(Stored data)
-- -- --

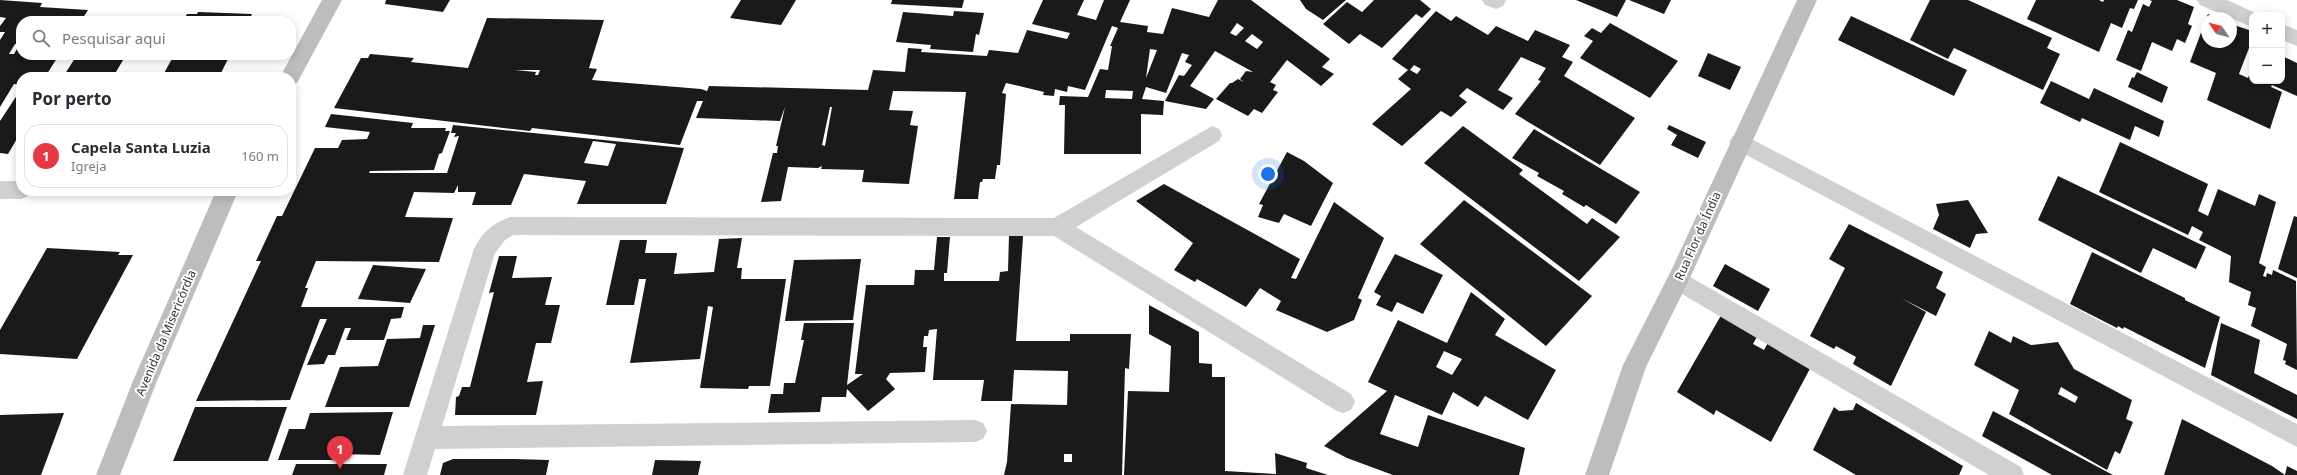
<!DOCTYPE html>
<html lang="pt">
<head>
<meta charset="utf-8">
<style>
	body { margin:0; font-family:"Noto Sans",sans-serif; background:#f2f2f3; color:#2b2b33 }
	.controls { position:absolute; right:12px; top:12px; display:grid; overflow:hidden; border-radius:8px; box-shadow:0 2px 10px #0003 }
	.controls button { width:36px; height:36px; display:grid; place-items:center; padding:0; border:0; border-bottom:1px solid #e1e1e2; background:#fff; color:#2b2b33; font:20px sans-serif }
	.compass { position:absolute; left:2201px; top:12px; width:36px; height:36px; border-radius:50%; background:#fff; box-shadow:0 2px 10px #0003; rotate:305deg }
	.you { position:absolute; left:1268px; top:174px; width:14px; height:14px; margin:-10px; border:3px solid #fff; border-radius:50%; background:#1a73e8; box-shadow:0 0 0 6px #1a73e833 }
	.badge { display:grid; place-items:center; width:26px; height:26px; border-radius:50%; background:#e63946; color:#fff; font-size:13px; font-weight:700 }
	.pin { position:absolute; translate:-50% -33px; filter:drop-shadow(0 1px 2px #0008) }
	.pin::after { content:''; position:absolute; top:21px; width:14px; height:12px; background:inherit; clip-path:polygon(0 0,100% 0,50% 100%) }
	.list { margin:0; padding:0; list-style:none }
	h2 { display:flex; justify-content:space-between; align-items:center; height:52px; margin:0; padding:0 16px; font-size:17px }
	h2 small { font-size:13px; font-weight:400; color:#7c7c81 }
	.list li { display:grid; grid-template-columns:26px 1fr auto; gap:12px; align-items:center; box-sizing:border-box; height:64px; margin:0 8px 8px; padding:0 8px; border:1px solid #e1e1e2; border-radius:16px }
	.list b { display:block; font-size:15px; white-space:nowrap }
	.list p { margin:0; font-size:13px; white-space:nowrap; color:#7c7c81 }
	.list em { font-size:13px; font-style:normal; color:#7c7c81 }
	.icon { flex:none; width:22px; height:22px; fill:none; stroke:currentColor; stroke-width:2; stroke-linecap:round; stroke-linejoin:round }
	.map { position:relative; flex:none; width:2297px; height:475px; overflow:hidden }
	.search { position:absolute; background:#fff; box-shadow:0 2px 10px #0003; left:16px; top:16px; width:280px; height:44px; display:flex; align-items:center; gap:10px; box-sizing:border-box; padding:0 14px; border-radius:16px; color:#7c7c81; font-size:15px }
	.panel { position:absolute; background:#fff; box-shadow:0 2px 10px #0003; left:16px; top:72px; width:280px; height:124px; border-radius:16px }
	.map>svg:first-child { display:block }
</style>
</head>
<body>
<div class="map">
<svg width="2297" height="475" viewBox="0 0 2297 475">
	<rect width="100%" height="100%" fill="#fff"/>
	<g fill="#1a1a1a" fill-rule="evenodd">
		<path d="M0,0l42,3 -2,4 48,3 -7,11h-60v34h38l-14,22h-24v8l-7,-1 -14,23v-67l5,-8h-5v-6l6,-8 -6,-1zM15,44h5l-6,10h-5z"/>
		<path d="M386,0h64l-7,12 -58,-8z"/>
		<path d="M741,0h55l-15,25 -51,-7z"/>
		<path d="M892,0h72l-2,8 -71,-4z"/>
		<path d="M1043,0h41l-7,15 19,5 8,-20h26l-10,22 28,4 -1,6 16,2 9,-26 37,9 9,-17h33l79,59 -8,8 12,7 -13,12 -34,-26 -17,22 6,3 -3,5 5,2 -16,21 -8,-4 -6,7 -32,-17 14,-16h2l6,-4 6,3 -4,-3 6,-8 7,1 -38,-21 -25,35 24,13 -8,10 -41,-8 14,-26 5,1 8,-11 -7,-3 4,-7 -7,-2 -16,40 -20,-6 -4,12 22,2 -1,14 -22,-1v40h-77l1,-49h-6l1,-9 28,1 12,-28 8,1 4,-24h-2l8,-18 -6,-2 -27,64 -17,-4 -1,6 -12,-3 -1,7 -11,-1 1,-3 -38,-9 -4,10 4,1 -6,71h-3l-2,14h-12l-1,3h-2l-2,17h-24l12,-107 -73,-1 -4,19 24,1 -3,14 8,1 -9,58 -47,-2 2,-12 -43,-1 1,-3 -4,2 -30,-1 -7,34 -20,1 12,-49h4l1,-7h-2l9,-39 -5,14 -84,-3 7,-17h-6l-17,44 -148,-17 -2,3 -196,-23 27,-50h7l2,-4 44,4 -3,4 57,6 19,-50 117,2 -15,48 8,1 -5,11 109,9 6,2 -3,8 5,-13 159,4 5,-20 32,2 3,-24 14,1 -1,3 66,4 2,-6 29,3 9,-23 40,9 3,-6 -38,-9zM1237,23l7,5 -8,8 -6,-3zM1252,34l11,8 -6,7 -12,-8zM1150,49l7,1 -11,28zM515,70h25l-2,5h-3l1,-3zM1106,90l27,1 -1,8 -27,-1zM830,107h2l-7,39 -3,-1z"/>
		<path d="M1300,0h46l-23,20 -17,-11z"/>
		<path d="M1374,0h46l11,9 -9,9 -6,-4 -34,34 -22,-14 -11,10 -26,-20 24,-22 15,10z"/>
		<path d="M1576,0h50l-9,17z"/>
		<path d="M1629,0h42l-7,14z"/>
		<path d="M1930,0h38l84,38 -5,10 13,6 -17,36 -89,-42 -6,11 -38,-19z"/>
		<path d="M2036,0h63l4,2 1,-2h34l-4,9 -4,-1 -8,20 -11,-5 -12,29 -72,-33z"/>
		<path d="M2149,0h28l17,7 -6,17 4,2 -7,17 -8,-4 -5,12 -20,-9 -11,29 -25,-11 12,-30 4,2 11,-28 6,3 3,-6z"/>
		<path d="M954,11l30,2 -5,22 -3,-1 -3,18 -43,-3 1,-4 -35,-3 7,-30 50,4z"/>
		<path d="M1436,11l15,10 5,-5 32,19 8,-9 32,15 7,-11 35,15 -8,12 11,5 -9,14 71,42 -35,47 -85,-51 26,-33 -3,-1 8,-12 -25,-11 -23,33 15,8 -10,12 -36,-22 -8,8 8,6 -16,15 -10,-6 -39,35 -30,-22 39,-35 -13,-10 10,-9 -16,-11zM1414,65l7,4 -4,5 -7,-4z"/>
		<path d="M198,12l54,2 -3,7h-66l4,-7h10z"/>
		<path d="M2208,14l9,4h-10v24h24v-18l21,7v18l-3,-1 -10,26 9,4 4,-11v14h30v-25l15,7v33l-25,-11 -1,2 11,5 -12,37 -63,-29 9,-27 -26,-11z"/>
		<path d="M1851,16l116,54 -13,26 -116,-56z"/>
		<path d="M98,17l50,2 -2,2h-51z"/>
		<path d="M1610,23l68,38 -28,37 -70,-40 13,-17 -9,-5 8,-8 9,5z"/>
		<path d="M1708,53l33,14 -11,23 -32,-14z"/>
		<path d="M77,55h49l-13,22h-50z"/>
		<path d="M174,55h56l-11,22h-57z"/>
		<path d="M2137,72l31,15 -6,16 -34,-16 4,-10 2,1z"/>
		<path d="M2051,81l38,18 5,-11 70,33 -5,16 -24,-11 -5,14 -48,-22 -2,4 -40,-19z"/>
		<path d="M21,89v43l-13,22 -8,-1v-32z"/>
		<path d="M331,114l82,9 -2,5h35l-1,3h5l-8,22 -3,1 -5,16 -64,1 -1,2h78l12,-37 -5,1 2,-4h-5l2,-8 231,23 -18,56h-89l9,-23 -62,-7 -13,31h-39l4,-13h-18v-7l-4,8 -40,-1 -9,25 48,1 -14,44 -123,-1 -11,27h3l-7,19h103l-3,11 -10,1 -7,21h-38l5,-12h-6l-10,27h-7l-4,9 -17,1 20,-46h-7l-30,81 -94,1 65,-140h-5l21,-45h5l33,-68h23l4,-8 25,-1 3,-7 -45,-5zM593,141l23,3 -8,22 -24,-3z"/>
		<path d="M1669,125l37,17 -8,16 -27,-13 6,-10 -10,-6z"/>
		<path d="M1463,126l60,44 -4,4 68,50 5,-6 28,19 -41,44 -155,-118z"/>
		<path d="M1534,129l106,63 -24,32 -30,-19 -2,2 -22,-13 2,-3 -27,-15 2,-3 -27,-15z"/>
		<path d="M2120,142l88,42 -10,27 10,5 10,-27 37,17 4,-12 17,8 -17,61 7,4 -3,9 3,1 1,-4 5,2 1,-5 23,11 1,89 -12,-6 1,-3 -3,-1 4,-16 -36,-18 5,-18 -8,-3 3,-13 -22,-10 2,-26 -32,-16 4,-8 -11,-6 -4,9 -89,-43z"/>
		<path d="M1287,152l17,9 29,22 -22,43 -27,-12 -5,9 -21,-6 5,-12 -4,-1z"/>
		<path d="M2058,176l148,71 -10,22 -43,-21 -12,25 -103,-53z"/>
		<path d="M1164,184l136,75 -9,19 5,1 38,-77 50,36 -26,60 4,2 -8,20 -27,12 -51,-22 5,-9 -21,-13 -14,19 -49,-28 -2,3 -21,-12 19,-27 -57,-42z"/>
		<path d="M1464,200l128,96 -46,50 -126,-102z"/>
		<path d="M1968,200l20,33 -12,1 -6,14 -37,-19 6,-14 -3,-11z"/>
		<path d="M2294,216l3,1v61l-19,-9z"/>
		<path d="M1849,224l94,48 -7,16 10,6 -10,22 -35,-18 25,14 -35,74 -38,-22 3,-7 -20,-11 -2,3 -24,-13 35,-68 -16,-9z"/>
		<path d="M1009,235h14v2l-7,104h54v-7h61l-2,35 -4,-1 -3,107h-118l3,-13 4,-58 56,1 1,-34 -54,-1 -2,31h-31l3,-21h-51l4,-51 -8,1 -1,6h-4l-1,11h4l-2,25 -35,1 -4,6 9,10 -27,22 -21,-22 -1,8h-24l-2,15 -52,1 3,-19h12l1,-11h11l9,-43h-3l3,-17h50l-7,62 16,-11h-8l11,-89h48l1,-15h19l3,-33h13l-3,36h-3v8h55l1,-9 8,-1zM1064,454h8v8h-8z"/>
		<path d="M742,238l-5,30h5l-1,11h45l-16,107h-21l-1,3 -48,-1 13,-81 -5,-1 -8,53 -70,4 16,-84h-7l-5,26h-28l14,-65h27l-2,13h32l-3,21 40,-2 5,-33z"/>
		<path d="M47,248l73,4 -2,3h15l-56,104 -77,-5v-24z"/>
		<path d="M2092,252l93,46v2l35,17 -15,51 -81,-41 -1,2 -5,-3 -1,2 -47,-24z"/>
		<path d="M1395,254l48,21 -20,39 -26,-12 -5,10 -16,-7 5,-9 -7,-4z"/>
		<path d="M499,256h18l-5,22 40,-1 -7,28h15l-9,38h-15l-9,39 16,-1 -7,34h-81l1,-18 3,-1 3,-9h8l1,-4 23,-91 -5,1z"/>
		<path d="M861,259l-8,61 -68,1 9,-61z"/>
		<path d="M1725,264l45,25 -12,22 -45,-25z"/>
		<path d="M373,265l53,4 -16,34 -52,-4z"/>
		<path d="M1471,292l34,27 -10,16 61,35 -28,50 -43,-24 -7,11 -25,-15 -11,23 -47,-20 -15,39 38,13 10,-32 97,33 -6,27h-126l-46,-17 -23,-12 63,-55 -19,-9 30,-62 49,23zM1444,351l18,8 -10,16 -16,-8z"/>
		<path d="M1149,305l50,27v31l13,1v13h13v94l51,3 -1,-21 32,10 -1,5 22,7h-204l4,-84 41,1 2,-46 -22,-12z"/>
		<path d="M1723,312l36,21 -6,11 11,6 6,-11 43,24 -42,79 -55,-32 -2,5 -37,-23z"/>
		<path d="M2221,323l39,17 -6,33 43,22v24l-86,-44z"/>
		<path d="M423,325h12l-26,82h-84l15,-40 38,-1 9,-27 33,-1z"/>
		<path d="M1989,331l22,12 2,-7 18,9 27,-3 16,27 58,31 -6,19 7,3 -13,32 -5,-3 -8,19 -98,-56 10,-24 -45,-25zM2061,387l17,10 -3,6 -17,-9z"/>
		<path d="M1856,403l107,63 -4,9h-103l-43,-25 21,-43 5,4 14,-1z"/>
		<path d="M195,407h92l-19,54h-95z"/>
		<path d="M1993,411l120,64h-61l-70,-39z"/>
		<path d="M393,412l-13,43 -42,-1 -2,6h-58l11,-31h16l5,-16z"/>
		<path d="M64,413l-23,62h-41v-60z"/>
		<path d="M2182,419l90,47 13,9 2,-9 10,5v4h-133z"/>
		<path d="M453,459h61l35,1 -3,15h-106l3,-12z"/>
		<path d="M655,460l46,1 -3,14h-46z"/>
		<path d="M296,464h91l-3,11h-92z"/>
	</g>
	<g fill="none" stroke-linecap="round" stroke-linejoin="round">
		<g fill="#d0d0d0" fill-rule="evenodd">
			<path d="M1482,0h23l1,1 -3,5 -7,3 -11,-4z"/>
			<path d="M2197,0h30l33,15h-8v12l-52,-22z"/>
			<path d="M2282,24l15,6v16l-15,-6z"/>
			<path d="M1212,126l7,3 3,6 -3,6 -143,86 275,167 4,8 -4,8 -8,3 -8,-3 -281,-174 -541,-1 -8,5 -10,13 -53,173 533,-6 8,3 4,8 -4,8 -8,3 -540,7 -8,26h-24l71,-226c8,-17 19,-26 36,-32l544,1z"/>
			<path d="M1740,133l557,291v23l-564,-299 -4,-6 4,-6z"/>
			<path d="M0,181h21v10h10l-2,5 -8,3h-21z"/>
			<path d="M1678,270l343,197 3,8h-35l-319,-188 -3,-7 3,-7z"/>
		</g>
		<g fill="#bdbdbd" fill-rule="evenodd">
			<path d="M322,0h20l-45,83 -6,2v-8h-11z"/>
			<path d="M1797,0h20l-128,280 -43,87 -37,108h-24l38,-110 47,-92z"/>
			<path d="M216,191h22l-81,190 -37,94h-24l37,-94z"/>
		</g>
	</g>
	<g text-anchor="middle" stroke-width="4" stroke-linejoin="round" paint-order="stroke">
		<g font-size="12" fill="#333" stroke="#fff">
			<text transform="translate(1698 236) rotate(-66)" y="4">Rua Flor da Índia</text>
			<text transform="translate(166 333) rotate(-67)" y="4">Avenida da Misericórdia</text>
		</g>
	</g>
</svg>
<div class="controls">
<button>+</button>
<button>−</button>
</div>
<svg class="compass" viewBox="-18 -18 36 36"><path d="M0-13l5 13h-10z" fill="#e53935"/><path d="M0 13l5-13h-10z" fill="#7c7c81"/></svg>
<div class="you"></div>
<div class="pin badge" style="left:340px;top:469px">1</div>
<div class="search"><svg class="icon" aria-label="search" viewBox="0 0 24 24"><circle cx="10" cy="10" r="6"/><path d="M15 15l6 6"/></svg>Pesquisar aqui</div>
<section class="panel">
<h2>Por perto<small></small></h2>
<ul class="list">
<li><span class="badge">1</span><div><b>Capela Santa Luzia</b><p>Igreja</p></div><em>160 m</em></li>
</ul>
</section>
</div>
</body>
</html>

-- -- --

TASK GOAL: The response should hold only an exact retyping of the lines from the beginning of the data through the line containing "width:36px; height:36px; display:grid;", both ends kept, pictures omitted.

SOLVED PROBLEM:
<!DOCTYPE html>
<html lang="pt">
<head>
<meta charset="utf-8">
<style>
	body { margin:0; font-family:"Noto Sans",sans-serif; background:#f2f2f3; color:#2b2b33 }
	.controls { position:absolute; right:12px; top:12px; display:grid; overflow:hidden; border-radius:8px; box-shadow:0 2px 10px #0003 }
	.controls button { width:36px; height:36px; display:grid; place-items:center; padding:0; border:0; border-bottom:1px solid #e1e1e2; background:#fff; color:#2b2b33; font:20px sans-serif }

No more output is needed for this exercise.